EXERCISE DATA ▸

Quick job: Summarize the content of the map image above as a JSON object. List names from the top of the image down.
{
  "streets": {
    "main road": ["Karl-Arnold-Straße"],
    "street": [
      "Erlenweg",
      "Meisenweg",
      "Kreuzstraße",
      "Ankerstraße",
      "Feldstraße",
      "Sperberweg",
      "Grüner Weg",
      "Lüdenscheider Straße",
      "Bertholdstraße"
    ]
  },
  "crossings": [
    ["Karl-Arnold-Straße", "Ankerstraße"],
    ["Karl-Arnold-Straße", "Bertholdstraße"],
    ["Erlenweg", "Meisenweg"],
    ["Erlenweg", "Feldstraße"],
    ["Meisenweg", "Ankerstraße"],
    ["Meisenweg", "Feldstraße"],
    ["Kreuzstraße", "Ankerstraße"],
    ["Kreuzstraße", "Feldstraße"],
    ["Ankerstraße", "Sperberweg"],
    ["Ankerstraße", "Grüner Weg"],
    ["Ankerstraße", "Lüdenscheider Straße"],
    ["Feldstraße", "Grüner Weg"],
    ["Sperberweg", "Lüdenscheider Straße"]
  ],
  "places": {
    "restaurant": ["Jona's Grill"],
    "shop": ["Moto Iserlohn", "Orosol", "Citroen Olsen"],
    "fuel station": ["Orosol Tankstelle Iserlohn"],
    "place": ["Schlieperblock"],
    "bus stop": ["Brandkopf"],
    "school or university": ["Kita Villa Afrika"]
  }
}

TASK DETAILS ▸ All lines above holding the word "Ankerstraße" make up the answer; copy each one.

EXERCISE ANSWER ▸
      "Ankerstraße",
    ["Karl-Arnold-Straße", "Ankerstraße"],
    ["Meisenweg", "Ankerstraße"],
    ["Kreuzstraße", "Ankerstraße"],
    ["Ankerstraße", "Sperberweg"],
    ["Ankerstraße", "Grüner Weg"],
    ["Ankerstraße", "Lüdenscheider Straße"],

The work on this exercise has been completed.